Kenyan President William Ruto wants the treaty establishing the East African Community (EAC) amended to reflect current status of the bloc including its membership.
At a meeting with the Speaker of the East African Legislative Assembly (EALA) Mr Joseph Nkakirutimana, Ruto said it was inappropriate to use a formative law created in 1999 to manage an expanded membership.
He says the bloc must adapt to the needs of new members including language needs as well as openness to admit new members without restrictions used more than 24 years ago.
When it was formed in 1999, the EAC was recreating the collapsed bloc in 1977 where Kenya, Uganda and Tanzania were members. It later expanded to include Rwanda as well as Burundi in 2007 and later South Sudan in 2016 before the Democratic Republic of Congo (DRC) joined last year. Somalia is currently being assessed on eligibility.

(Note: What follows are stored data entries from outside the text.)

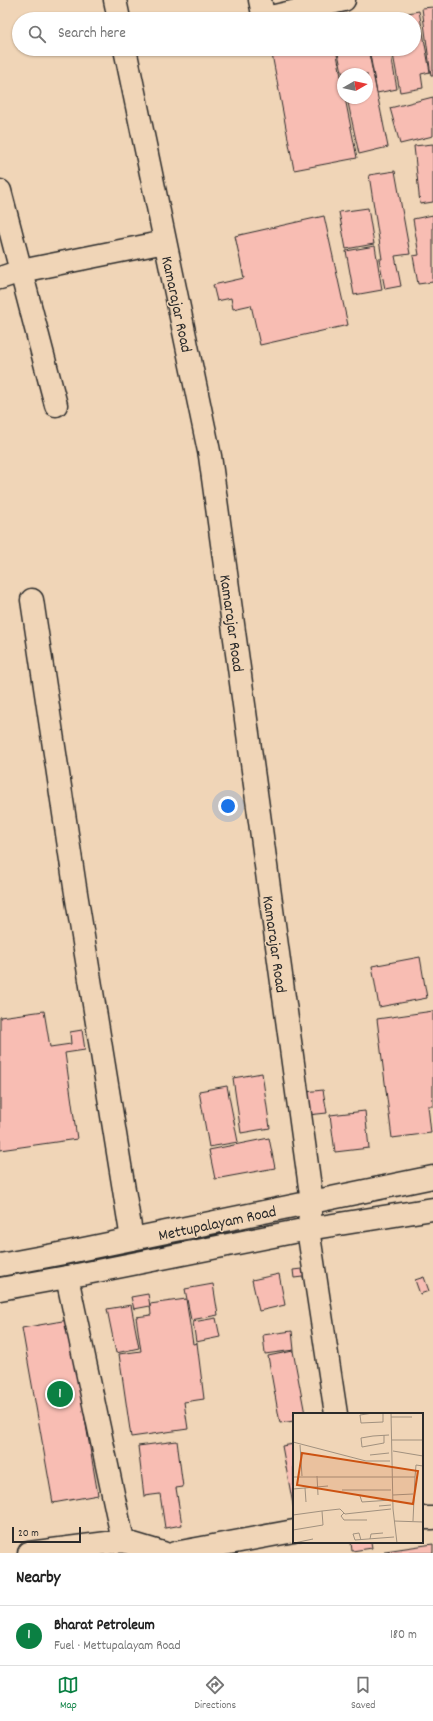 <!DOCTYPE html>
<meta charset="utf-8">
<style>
body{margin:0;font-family:Dekko,sans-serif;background:#f2f2f2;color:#222}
.compass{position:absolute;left:337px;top:68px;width:36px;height:36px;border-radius:50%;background:#fff;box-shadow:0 1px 3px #0004;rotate:81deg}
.scale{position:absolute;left:12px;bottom:10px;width:69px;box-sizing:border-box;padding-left:4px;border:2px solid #2b2b2b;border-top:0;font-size:11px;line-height:14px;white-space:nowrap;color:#2b2b2b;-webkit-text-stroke:3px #f0d5b7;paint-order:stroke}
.you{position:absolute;left:228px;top:806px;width:14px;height:14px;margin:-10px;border:3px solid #fff;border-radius:50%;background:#1a73e8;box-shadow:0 0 0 6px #1a73e833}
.badge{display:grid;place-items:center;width:26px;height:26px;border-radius:50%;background:#0b8043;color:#fff;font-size:13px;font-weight:700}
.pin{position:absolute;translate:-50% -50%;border:2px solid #fff;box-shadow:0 1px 4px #0006}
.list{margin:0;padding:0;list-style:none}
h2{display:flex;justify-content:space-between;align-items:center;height:52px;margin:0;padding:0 16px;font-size:17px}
h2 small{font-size:13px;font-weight:400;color:#767676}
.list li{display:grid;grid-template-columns:26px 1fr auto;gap:12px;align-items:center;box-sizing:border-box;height:60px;padding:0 16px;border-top:1px solid #e0e0e0}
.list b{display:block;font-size:15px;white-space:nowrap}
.list p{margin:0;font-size:13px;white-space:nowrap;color:#767676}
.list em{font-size:13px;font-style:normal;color:#767676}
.icon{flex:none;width:22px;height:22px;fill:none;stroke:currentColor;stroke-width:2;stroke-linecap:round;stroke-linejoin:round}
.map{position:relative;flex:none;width:433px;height:1553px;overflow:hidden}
.search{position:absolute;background:#fff;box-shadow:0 1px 3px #0004;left:12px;right:12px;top:12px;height:44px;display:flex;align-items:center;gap:10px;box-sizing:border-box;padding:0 14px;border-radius:22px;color:#767676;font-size:15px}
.sheet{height:112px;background:#fff}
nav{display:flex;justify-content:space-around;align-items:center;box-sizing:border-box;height:56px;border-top:1px solid #e0e0e0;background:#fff;font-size:11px;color:#767676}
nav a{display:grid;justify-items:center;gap:2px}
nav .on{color:#0b8043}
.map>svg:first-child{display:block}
.building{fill:#f8bdb3;stroke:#2b2b2b}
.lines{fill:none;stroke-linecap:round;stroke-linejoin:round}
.minor-casing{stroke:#2b2b2b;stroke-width:25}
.highway-casing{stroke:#2b2b2b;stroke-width:25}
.minor{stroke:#f0d5b7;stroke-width:22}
.highway{stroke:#f0d5b7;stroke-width:22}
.labels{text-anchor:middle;stroke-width:3;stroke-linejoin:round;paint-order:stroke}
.street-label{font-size:16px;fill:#2b2b2b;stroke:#f0d5b7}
.inset-road{fill:none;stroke:#a1917f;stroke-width:1}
.view{fill:#cc5211;fill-opacity:0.15;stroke:#cc5211;stroke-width:2}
.inset-edge{fill:none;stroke:#2b2b2b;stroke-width:2}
</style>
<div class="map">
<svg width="433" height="1553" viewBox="0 0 433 1553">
<rect width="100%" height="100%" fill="#f0d5b7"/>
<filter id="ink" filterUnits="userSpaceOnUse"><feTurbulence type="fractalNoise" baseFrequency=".025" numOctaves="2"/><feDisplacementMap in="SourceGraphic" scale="8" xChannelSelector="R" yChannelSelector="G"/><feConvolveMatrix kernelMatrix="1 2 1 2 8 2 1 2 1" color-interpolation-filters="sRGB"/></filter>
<g filter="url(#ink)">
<path class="building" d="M433 7V76H431L422 8Z
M419 11 430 72 421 74 423 88 400 92 392 49H414V19H386V17Z
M271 49H336L343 87V98H345L357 158 294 170Z
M337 49H368L388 147 359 154 347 98H367V74H343V76Z
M369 49H390L397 89 377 93Z
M433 97V136L400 144 390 108Z
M433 144V202L420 204 414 146Z
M395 171 410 254 395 256 401 286 385 289 379 259H382L369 175Z
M368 208 374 244 346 249 339 212Z
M433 215V282L418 284 413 256 419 255 413 219Z
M324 216 348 325 260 345 251 305 233 309 231 298 217 301 213 285 244 278 235 236Z
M375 246 382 290 354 295 346 251Z
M420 957 427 998 379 1007 372 966Z
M44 1011 50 1047 71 1044 70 1032 82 1030 85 1050 65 1053 77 1139 0 1150V1017Z
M433 1011V1106H428L431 1133 392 1138 377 1019Z
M262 1073 270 1128 241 1133 233 1078Z
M227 1086 238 1142 209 1147 199 1091Z
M323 1090 327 1113 308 1115 305 1092Z
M365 1111 369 1148 335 1152 330 1115Z
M269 1138 275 1168 215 1179 209 1150Z
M310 1268 311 1276 294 1278 293 1270Z
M279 1274 285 1305 259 1311 252 1280Z
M424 1277 429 1291 420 1294 415 1280Z
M213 1284 218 1315 191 1320 185 1289Z
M148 1294 150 1306 134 1309 131 1297Z
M186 1299 193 1344 197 1343 204 1399 184 1402 188 1429 131 1437 119 1354 141 1351 136 1317 151 1315 150 1304Z
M131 1305 139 1348 116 1353 107 1309Z
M216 1318 220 1337 196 1342 193 1322Z
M68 1320 98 1495 53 1503 22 1328Z
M292 1331 294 1350 265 1354 263 1335Z
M293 1351 305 1414H294V1421L280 1423 268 1356Z
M177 1441 183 1487 176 1488 182 1525 165 1528 160 1494 144 1496 138 1446Z
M294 1444V1510L282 1446Z
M351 1542H371L372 1548 352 1551Z
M433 1544V1553H385V1551Z"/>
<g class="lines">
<g class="minor-casing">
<path id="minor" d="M115 0 119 19
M260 0 264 19
M262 19 344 0
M125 49 210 456 312 1202 308 1229 336 1414
M0 191 56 405
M0 278 21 271 165 242
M32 600 75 887 132 1239
M67 1277 123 1541
M422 1518H433
M29 1553 123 1541 163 1553
M175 1553 294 1531"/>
</g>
<g class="highway-casing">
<path id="highway" d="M0 1265 64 1253 433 1177
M0 1289 67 1277 308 1229 433 1209"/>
</g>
<use href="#minor" class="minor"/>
<use href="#highway" class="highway"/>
</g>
</g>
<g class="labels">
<g class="street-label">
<text transform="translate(178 304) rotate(78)" y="6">Kamarajar Road</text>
<text transform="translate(233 623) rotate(82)" y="6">Kamarajar Road</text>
<text transform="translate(276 944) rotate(82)" y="6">Kamarajar Road</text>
<text transform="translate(217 1222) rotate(-12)" y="6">Mettupalayam Road</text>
</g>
</g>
<g transform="translate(293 1413)">
<rect width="130" height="130" fill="#f0d5b7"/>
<path class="inset-road" d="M80 0 67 2 68 10 90 9V0M98 0 100 96 104 130M98 4H119M91 22V30L69 34 68 25 80 23 96 22M99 27H130M0 29 73 48H97M7 32 9 63M100 38 130 43M77 42 96 40M24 63 25 82M0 64H122L123 52 130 53M12 75 13 89M0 76 35 73M49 77H98M100 82 120 81M67 83 69 89 98 87M86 93 98 92M51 100 48 103 51 107H74M0 102 29 98M101 108 130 109M120 108 122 64M0 117 30 112 29 98 47 96 52 101 98 96M77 126 78 121 90 120M68 127 66 120 60 121 62 127 101 124M1 130 20 126"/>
<path class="view" d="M9 40 125 58 120 91 4 72Z"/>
<rect width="130" height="130" class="inset-edge"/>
</g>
</svg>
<svg class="compass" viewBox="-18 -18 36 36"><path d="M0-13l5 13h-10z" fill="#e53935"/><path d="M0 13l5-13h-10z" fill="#767676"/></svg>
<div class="scale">20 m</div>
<div class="you"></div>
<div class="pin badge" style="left:60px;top:1394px">1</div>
<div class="search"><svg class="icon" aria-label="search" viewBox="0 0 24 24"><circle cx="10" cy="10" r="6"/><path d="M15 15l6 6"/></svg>Search here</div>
</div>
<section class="sheet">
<h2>Nearby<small></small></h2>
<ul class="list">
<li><span class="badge">1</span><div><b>Bharat Petroleum</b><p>Fuel · Mettupalayam Road</p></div><em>180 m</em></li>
</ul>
</section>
<nav>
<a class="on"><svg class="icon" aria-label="map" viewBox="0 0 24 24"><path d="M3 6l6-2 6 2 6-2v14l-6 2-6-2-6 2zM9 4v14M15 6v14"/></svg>Map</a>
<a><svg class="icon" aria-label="directions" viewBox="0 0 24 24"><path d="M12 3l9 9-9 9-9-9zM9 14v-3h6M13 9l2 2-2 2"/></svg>Directions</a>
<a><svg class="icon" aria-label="saved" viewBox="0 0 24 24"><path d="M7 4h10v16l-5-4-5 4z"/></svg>Saved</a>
</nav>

“Somalia is likely to join after an assessment is completed. There is also a possibility that Ethiopia and Sudan could join the EAC,” the president said at state house, Nairobi.
President Ruto also said the bloc must adjust to include enabling members to tap into benefits from the community.
“It is time to look at the treaty, especially over languages used at EALA. Of course, Kiswahili will continue playing a very big role in the assembly,” Ruto said.
The formative law of the bloc says admission of new members should be based on geographic proximity to an existing member including constant interactions. It also says new members should adhere to common values such as stability, democratic good governance and pay regular obligatory fees to the bloc.
And until 2021, the official language was English, even when official languages of some of the members is French. In an EAC Heads of State Summit in 2021, French language was formally endorsed as an official lingua franca, but this has not been adjusted in the treaty.
President William Ruto, however, commended the progress the EAC has made since it was established.
A state house dispatch indicated that the EALA speaker had asked for a review of the treaty. One area the EALA wants is financial autonomy for the law-making organ. Although its staff are assigned as temporary, some have reportedly worked at the EAC for more than two decades.
Ruto met the EALA speaker alongside Kenya’s EAC Cabinet Secretary Rebecca Miano, Kenya EALA MPs Hassan Omar, Kanini Kega and Zipporah Kering, as well as EALA Deputy Clerk John Mutega.
The speaker had earlier met with Kenya’s Senate Speaker Moses Wetangula who suggested the EALA should have its MPs directly elected by people.
“If you look at the European Parliament, it started exactly the same way as EALA whereby the respective parliaments of member states, through the electoral college by electing respective members. But within fifteen years, the EU transformed into election of its members by universal suffrage.
“That is the only way we can get the general population to know and understand about EALA,’’ Wetangula said.